"What the use of P [the significance level] implies, therefore, is that a hypothesis that may be true may be rejected because it has not predicted observable results that have not occurred." (Harold Jeffreys, "Theory of Probability", 1939)
"Only by the analysis and interpretation of observations as they are made, and the examination of the larger implications of the results, is one in a satisfactory position to pose new experimental and theoretical questions of the greatest significance." (John A Wheeler, "Elementary Particle Physics", American Scientist, 1947)
"As usual we may make the errors of I) rejecting the null hypothesis when it is true, II) accepting the null hypothesis when it is false. But there is a third kind of error which is of interest because the present test of significance is tied up closely with the idea of making a correct decision about which distribution function has slipped furthest to the right. We may make the error of III) correctly rejecting the null hypothesis for the wrong reason." (Frederick Mosteller, "A k-Sample Slippage Test for an Extreme Population", The Annals of Mathematical Statistics 19, 1948)
"Errors of the third kind happen in conventional tests of differences of means, but they are usually not considered, although their existence is probably recognized. It seems to the author that there may be several reasons for this among which are 1) a preoccupation on the part of mathematical statisticians with the formal questions of acceptance and rejection of null hypotheses without adequate consideration of the implications of the error of the third kind for the practical experimenter, 2) the rarity with which an error of the third kind arises in the usual tests of significance." (Frederick Mosteller, "A k-Sample Slippage Test for an Extreme Population", The Annals of Mathematical Statistics 19, 1948)
"If significance tests are required for still larger samples, graphical accuracy is insufficient, and arithmetical methods are advised. A word to the wise is in order here, however. Almost never does it make sense to use exact binomial significance tests on such data - for the inevitable small deviations from the mathematical model of independence and constant split have piled up to such an extent that the binomial variability is deeply buried and unnoticeable. Graphical treatment of such large samples may still be worthwhile because it brings the results more vividly to the eye." (Frederick Mosteller & John W Tukey, "The Uses and Usefulness of Binomial Probability Paper?", Journal of the American Statistical Association 44, 1949)
"One reason for preferring to present a confidence interval statement (where possible) is that the confidence interval, by its width, tells more about the reliance that can be placed on the results of the experiment than does a YES-NO test of significance." (Mary G Natrella, "The relation between confidence intervals and tests of significance", American Statistician 14, 1960)

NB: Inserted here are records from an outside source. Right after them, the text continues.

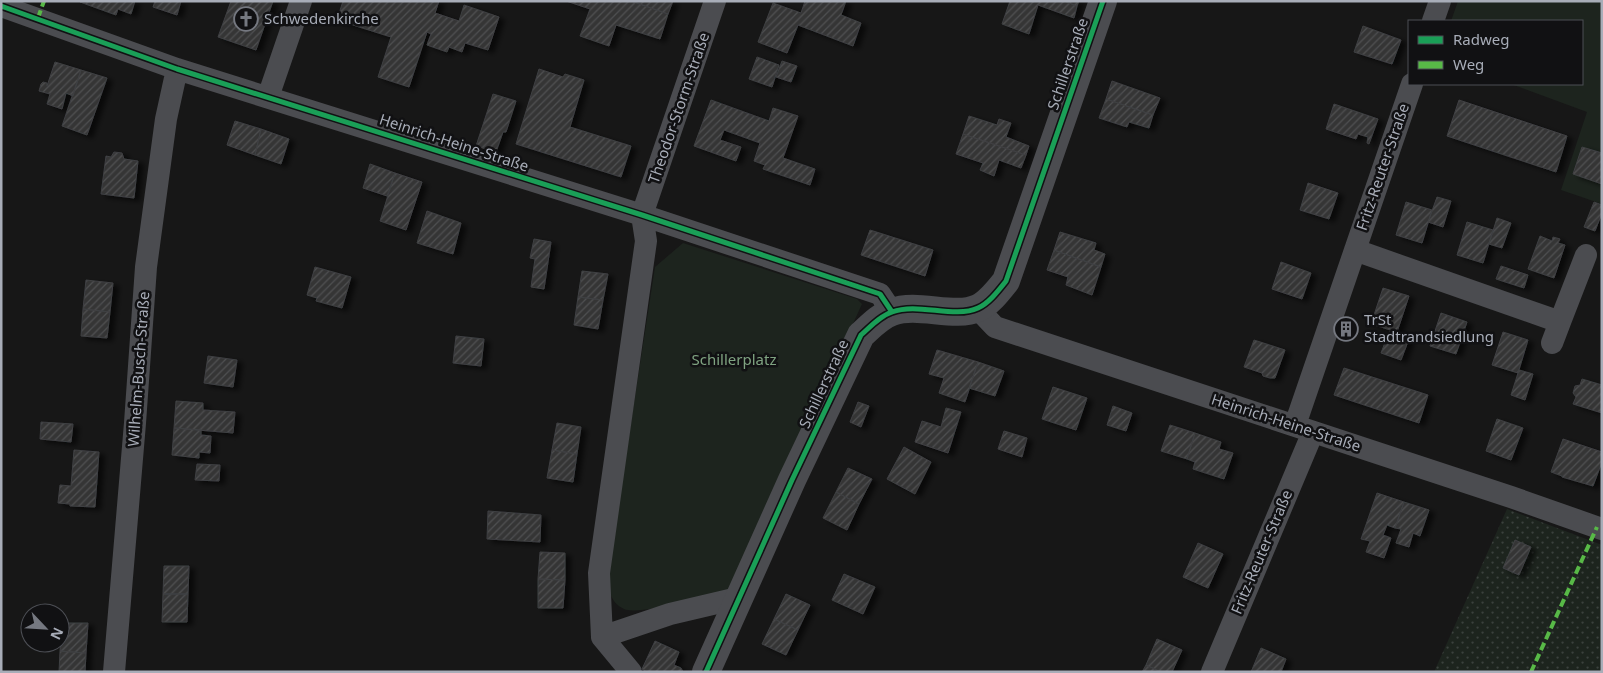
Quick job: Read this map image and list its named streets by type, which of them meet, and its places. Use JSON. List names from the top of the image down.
{
  "streets": {
    "street": [
      "Schillerstraße",
      "Theodor-Storm-Straße",
      "Heinrich-Heine-Straße",
      "Fritz-Reuter-Straße",
      "Wilhelm-Busch-Straße"
    ]
  },
  "crossings": [
    ["Schillerstraße", "Heinrich-Heine-Straße"],
    ["Theodor-Storm-Straße", "Heinrich-Heine-Straße"],
    ["Heinrich-Heine-Straße", "Fritz-Reuter-Straße"],
    ["Heinrich-Heine-Straße", "Wilhelm-Busch-Straße"]
  ],
  "parks": ["Schillerplatz"],
  "places": {
    "church": ["Schwedenkirche"],
    "building": ["TrSt Stadtrandsiedlung"]
  },
  "legend": ["Radweg", "Weg"],
  "north": "bottom right"
}
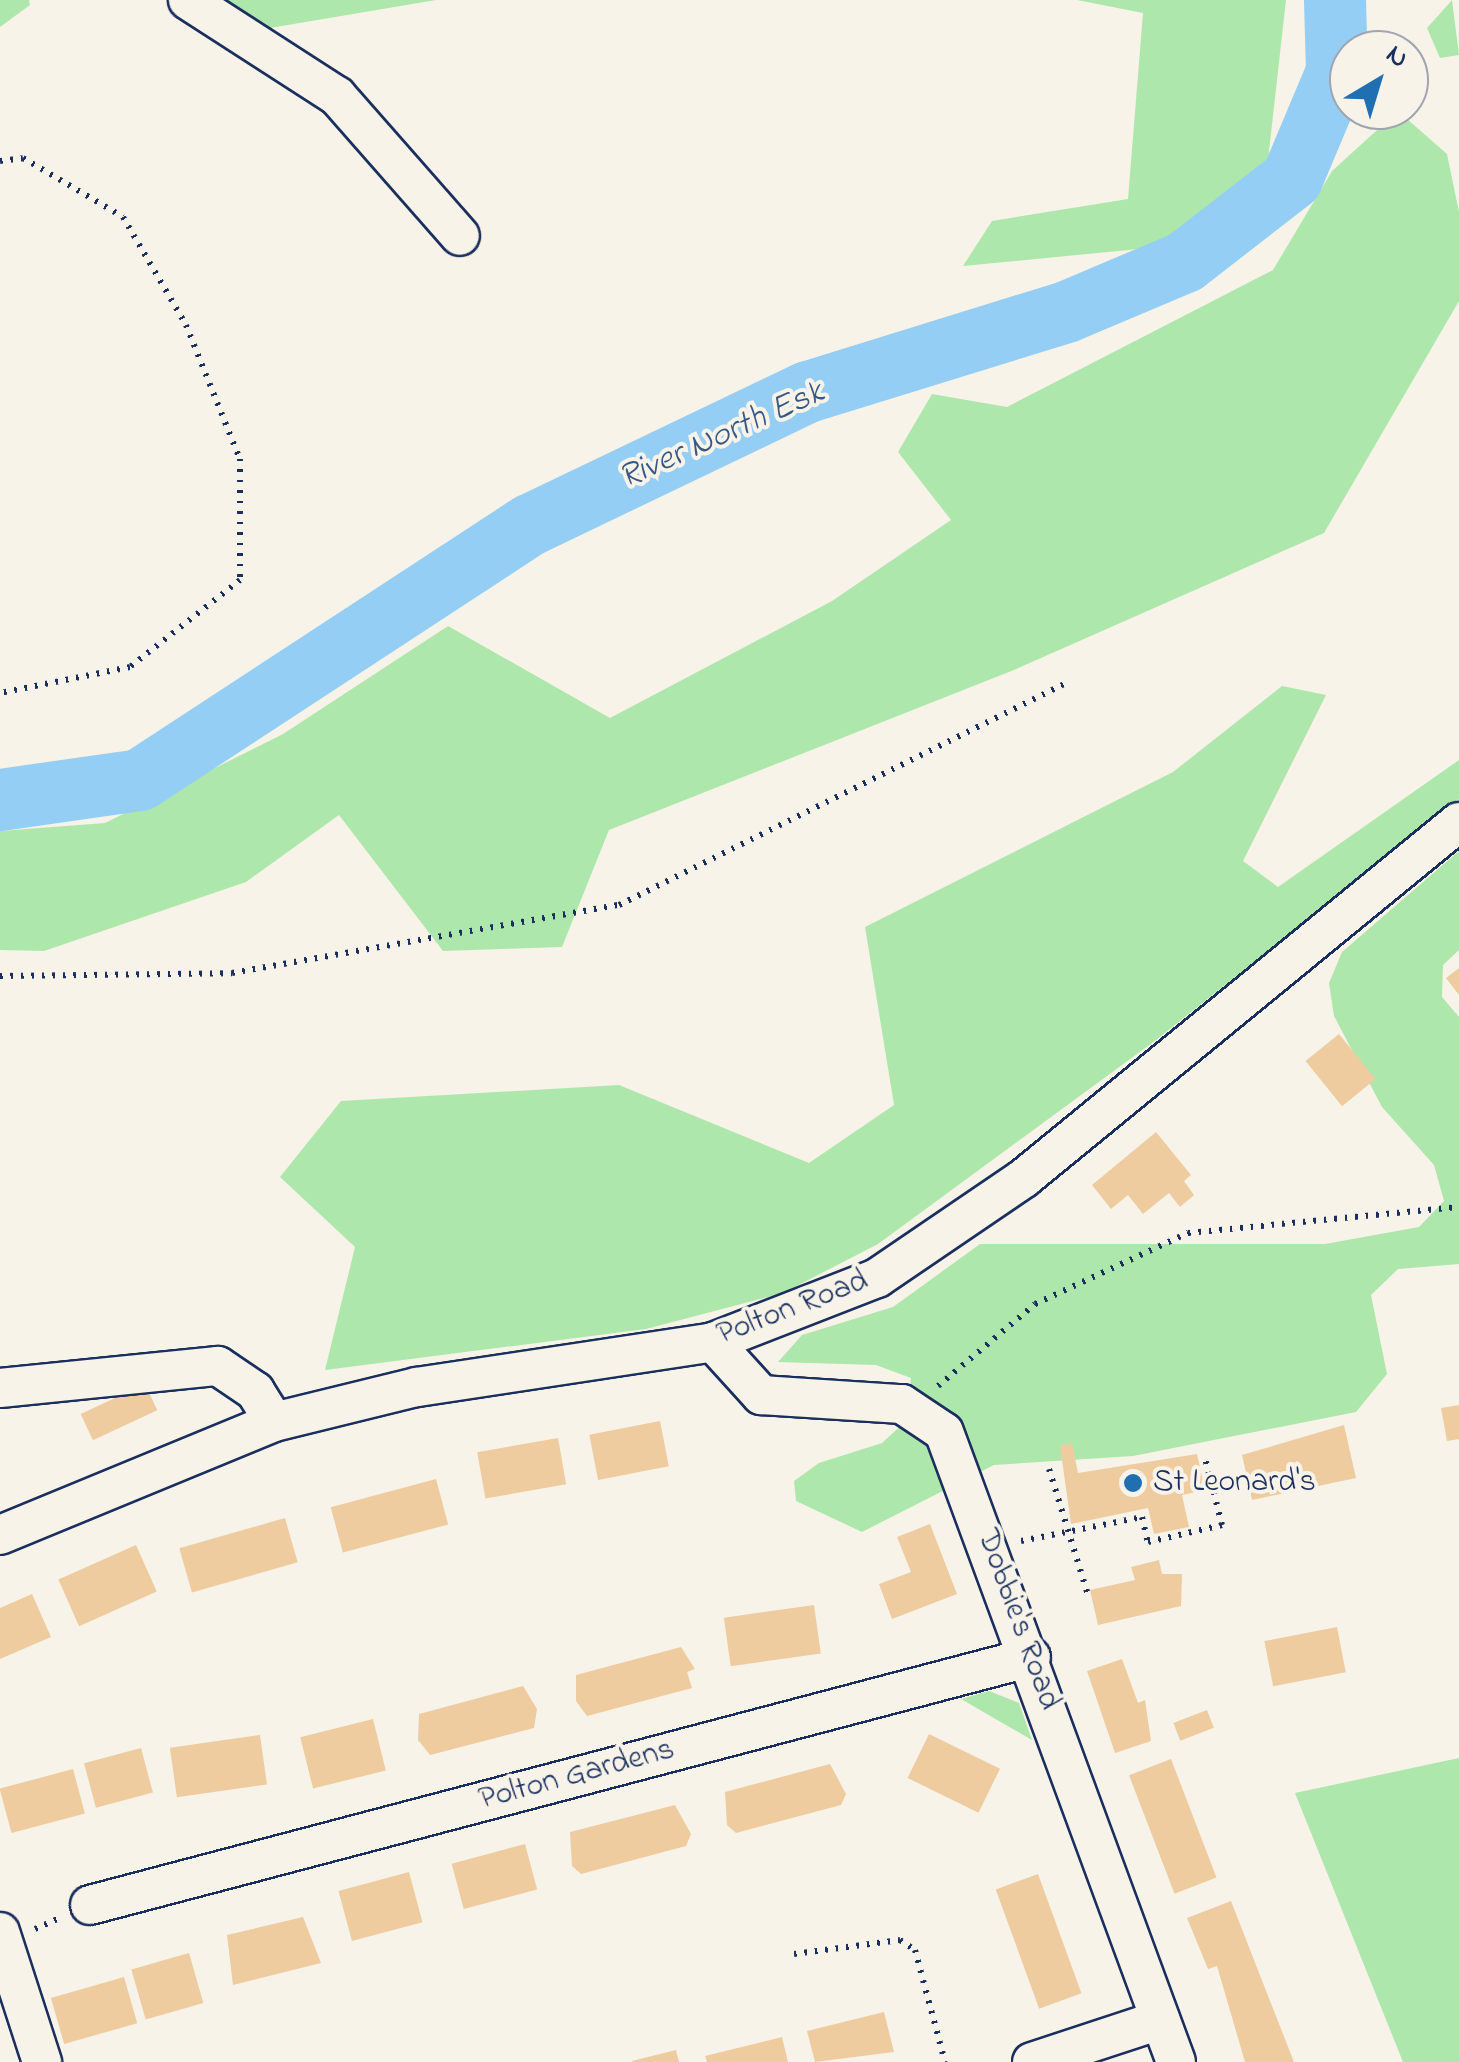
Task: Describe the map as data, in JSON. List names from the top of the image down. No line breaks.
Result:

"Confidence intervals give a feeling of the uncertainty of experimental evidence, and (very important) give it in the same units [...] as the original observations." (Mary G Natrella, "The relation between confidence intervals and tests of significance", American Statistician 14, 1960)
"The null-hypothesis significance test treats ‘acceptance’ or ‘rejection’ of a hypothesis as though these were decisions one makes. But a hypothesis is not something, like a piece of pie offered for dessert, which can be accepted or rejected by a voluntary physical action. Acceptance or rejection of a hypothesis is a cognitive process, a degree of believing or disbelieving which, if rational, is not a matter of choice but determined solely by how likely it is, given the evidence, that the hypothesis is true." (William W Rozeboom, "The fallacy of the null–hypothesis significance test", Psychological Bulletin 57, 1960)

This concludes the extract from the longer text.